Collected data entries
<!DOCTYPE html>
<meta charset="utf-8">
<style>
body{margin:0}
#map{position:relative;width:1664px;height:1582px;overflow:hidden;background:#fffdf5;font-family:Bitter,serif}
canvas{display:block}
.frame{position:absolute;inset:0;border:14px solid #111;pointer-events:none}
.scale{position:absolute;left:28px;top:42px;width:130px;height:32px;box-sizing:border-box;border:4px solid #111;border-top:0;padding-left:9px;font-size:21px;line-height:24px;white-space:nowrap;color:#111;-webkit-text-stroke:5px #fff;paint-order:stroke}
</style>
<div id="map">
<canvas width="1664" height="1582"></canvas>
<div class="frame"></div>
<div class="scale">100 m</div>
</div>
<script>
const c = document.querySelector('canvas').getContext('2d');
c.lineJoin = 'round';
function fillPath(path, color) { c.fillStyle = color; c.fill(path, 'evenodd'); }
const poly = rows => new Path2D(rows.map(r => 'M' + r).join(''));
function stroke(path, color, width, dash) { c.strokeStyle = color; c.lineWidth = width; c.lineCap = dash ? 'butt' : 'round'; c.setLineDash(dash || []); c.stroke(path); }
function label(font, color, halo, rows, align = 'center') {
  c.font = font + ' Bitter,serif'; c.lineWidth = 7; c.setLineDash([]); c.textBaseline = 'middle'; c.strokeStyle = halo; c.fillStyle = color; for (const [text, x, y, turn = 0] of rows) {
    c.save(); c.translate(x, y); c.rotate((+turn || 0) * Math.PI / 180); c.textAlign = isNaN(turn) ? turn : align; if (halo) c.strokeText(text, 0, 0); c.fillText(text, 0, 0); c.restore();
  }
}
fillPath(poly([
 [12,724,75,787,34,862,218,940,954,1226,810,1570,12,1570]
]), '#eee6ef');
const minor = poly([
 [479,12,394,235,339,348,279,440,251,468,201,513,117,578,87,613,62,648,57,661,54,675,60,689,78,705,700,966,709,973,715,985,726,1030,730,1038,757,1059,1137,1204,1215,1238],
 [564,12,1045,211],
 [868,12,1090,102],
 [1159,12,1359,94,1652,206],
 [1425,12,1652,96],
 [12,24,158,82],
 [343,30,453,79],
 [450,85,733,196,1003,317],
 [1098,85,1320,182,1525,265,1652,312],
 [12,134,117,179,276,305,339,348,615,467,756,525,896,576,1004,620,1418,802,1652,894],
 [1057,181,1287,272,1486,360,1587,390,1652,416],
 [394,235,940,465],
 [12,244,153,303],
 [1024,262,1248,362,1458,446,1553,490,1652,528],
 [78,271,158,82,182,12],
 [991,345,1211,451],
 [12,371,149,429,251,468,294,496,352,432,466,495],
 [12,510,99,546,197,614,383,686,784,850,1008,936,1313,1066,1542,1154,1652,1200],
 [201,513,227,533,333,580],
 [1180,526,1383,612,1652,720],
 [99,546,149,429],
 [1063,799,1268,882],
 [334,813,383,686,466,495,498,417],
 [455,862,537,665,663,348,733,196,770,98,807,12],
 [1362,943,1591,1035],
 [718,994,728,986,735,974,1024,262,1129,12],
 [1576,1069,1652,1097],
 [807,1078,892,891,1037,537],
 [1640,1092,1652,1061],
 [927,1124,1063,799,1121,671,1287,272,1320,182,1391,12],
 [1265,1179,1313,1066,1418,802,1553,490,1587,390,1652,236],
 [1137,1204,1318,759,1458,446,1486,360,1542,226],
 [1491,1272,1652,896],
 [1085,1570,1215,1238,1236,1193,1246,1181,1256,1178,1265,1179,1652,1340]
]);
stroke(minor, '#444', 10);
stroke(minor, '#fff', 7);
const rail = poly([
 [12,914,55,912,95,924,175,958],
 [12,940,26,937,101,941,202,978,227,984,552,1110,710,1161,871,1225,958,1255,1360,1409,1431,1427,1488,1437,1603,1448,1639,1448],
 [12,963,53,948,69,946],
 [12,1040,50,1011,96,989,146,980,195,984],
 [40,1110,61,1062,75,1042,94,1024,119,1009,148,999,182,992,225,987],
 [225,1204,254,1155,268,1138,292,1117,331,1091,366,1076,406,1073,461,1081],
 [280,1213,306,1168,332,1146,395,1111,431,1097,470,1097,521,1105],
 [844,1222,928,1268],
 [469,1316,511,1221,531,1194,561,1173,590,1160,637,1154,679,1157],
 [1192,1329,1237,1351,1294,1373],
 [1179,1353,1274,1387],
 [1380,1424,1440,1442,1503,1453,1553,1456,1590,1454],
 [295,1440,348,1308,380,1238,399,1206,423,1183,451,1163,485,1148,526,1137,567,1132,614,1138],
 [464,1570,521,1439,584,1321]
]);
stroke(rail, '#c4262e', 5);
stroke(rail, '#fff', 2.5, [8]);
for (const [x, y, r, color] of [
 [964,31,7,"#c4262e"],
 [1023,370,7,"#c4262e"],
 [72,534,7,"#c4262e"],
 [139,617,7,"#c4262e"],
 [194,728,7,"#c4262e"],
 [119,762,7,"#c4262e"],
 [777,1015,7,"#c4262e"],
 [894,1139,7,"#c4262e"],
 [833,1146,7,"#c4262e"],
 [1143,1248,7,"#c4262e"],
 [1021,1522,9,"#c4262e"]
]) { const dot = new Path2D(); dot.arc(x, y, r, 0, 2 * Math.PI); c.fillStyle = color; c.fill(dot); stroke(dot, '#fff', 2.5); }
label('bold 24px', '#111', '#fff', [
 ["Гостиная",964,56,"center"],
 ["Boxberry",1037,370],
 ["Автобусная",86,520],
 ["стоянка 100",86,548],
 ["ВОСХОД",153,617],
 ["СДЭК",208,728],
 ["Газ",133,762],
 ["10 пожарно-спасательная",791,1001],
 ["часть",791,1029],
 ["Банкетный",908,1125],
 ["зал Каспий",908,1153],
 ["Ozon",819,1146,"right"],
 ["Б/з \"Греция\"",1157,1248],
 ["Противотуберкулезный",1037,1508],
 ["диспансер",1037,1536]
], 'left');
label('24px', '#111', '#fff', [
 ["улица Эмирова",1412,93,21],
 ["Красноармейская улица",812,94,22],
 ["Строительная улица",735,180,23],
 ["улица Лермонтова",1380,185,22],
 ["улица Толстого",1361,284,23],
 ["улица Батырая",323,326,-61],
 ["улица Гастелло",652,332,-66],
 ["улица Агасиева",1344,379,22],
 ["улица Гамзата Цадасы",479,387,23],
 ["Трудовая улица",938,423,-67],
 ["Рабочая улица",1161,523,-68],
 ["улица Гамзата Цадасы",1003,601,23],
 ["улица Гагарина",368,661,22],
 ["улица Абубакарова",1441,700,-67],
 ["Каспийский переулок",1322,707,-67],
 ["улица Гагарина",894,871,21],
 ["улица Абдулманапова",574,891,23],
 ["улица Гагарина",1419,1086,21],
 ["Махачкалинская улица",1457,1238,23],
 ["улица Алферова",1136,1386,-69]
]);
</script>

§ The problem
When a line of the data holds the string "function", pick it out and copy it.

§ Answer space
function fillPath(path, color) { c.fillStyle = color; c.fill(path, 'evenodd'); }
function stroke(path, color, width, dash) { c.strokeStyle = color; c.lineWidth = width; c.lineCap = dash ? 'butt' : 'round'; c.setLineDash(dash || []); c.stroke(path); }
function label(font, color, halo, rows, align = 'center') {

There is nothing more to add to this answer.